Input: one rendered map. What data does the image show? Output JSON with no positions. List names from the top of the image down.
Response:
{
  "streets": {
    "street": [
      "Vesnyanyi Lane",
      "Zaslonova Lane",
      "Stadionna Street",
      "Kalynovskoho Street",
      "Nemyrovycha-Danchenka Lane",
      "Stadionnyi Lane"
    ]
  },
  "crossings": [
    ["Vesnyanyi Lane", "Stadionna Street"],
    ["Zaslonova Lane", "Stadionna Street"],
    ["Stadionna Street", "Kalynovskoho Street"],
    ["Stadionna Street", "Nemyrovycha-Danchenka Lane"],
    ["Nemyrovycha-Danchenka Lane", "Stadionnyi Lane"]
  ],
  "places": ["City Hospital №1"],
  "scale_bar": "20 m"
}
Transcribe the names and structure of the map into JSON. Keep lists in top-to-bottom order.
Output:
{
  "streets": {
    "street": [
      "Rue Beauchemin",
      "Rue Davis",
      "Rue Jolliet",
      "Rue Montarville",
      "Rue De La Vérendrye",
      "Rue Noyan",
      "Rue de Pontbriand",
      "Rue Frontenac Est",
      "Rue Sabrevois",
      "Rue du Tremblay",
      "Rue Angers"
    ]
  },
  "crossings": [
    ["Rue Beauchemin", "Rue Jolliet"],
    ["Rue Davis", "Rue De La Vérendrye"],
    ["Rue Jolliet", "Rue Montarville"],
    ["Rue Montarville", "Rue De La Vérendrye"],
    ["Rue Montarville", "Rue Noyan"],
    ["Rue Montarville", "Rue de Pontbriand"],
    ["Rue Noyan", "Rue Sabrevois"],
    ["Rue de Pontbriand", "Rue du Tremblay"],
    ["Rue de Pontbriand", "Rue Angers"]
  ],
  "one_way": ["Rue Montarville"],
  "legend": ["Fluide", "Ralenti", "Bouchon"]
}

- [REQUIRED WORK]
Make an exact transcription of the entries.

- [ANSWER SECTION]
Input: one rendered map. What data does the image show? Output JSON with no positions. List names from the top of the image down.
Response:
{
  "streets": {
    "street": [
      "Vesnyanyi Lane",
      "Zaslonova Lane",
      "Stadionna Street",
      "Kalynovskoho Street",
      "Nemyrovycha-Danchenka Lane",
      "Stadionnyi Lane"
    ]
  },
  "crossings": [
    ["Vesnyanyi Lane", "Stadionna Street"],
    ["Zaslonova Lane", "Stadionna Street"],
    ["Stadionna Street", "Kalynovskoho Street"],
    ["Stadionna Street", "Nemyrovycha-Danchenka Lane"],
    ["Nemyrovycha-Danchenka Lane", "Stadionnyi Lane"]
  ],
  "places": ["City Hospital №1"],
  "scale_bar": "20 m"
}
Transcribe the names and structure of the map into JSON. Keep lists in top-to-bottom order.
Output:
{
  "streets": {
    "street": [
      "Rue Beauchemin",
      "Rue Davis",
      "Rue Jolliet",
      "Rue Montarville",
      "Rue De La Vérendrye",
      "Rue Noyan",
      "Rue de Pontbriand",
      "Rue Frontenac Est",
      "Rue Sabrevois",
      "Rue du Tremblay",
      "Rue Angers"
    ]
  },
  "crossings": [
    ["Rue Beauchemin", "Rue Jolliet"],
    ["Rue Davis", "Rue De La Vérendrye"],
    ["Rue Jolliet", "Rue Montarville"],
    ["Rue Montarville", "Rue De La Vérendrye"],
    ["Rue Montarville", "Rue Noyan"],
    ["Rue Montarville", "Rue de Pontbriand"],
    ["Rue Noyan", "Rue Sabrevois"],
    ["Rue de Pontbriand", "Rue du Tremblay"],
    ["Rue de Pontbriand", "Rue Angers"]
  ],
  "one_way": ["Rue Montarville"],
  "legend": ["Fluide", "Ralenti", "Bouchon"]
}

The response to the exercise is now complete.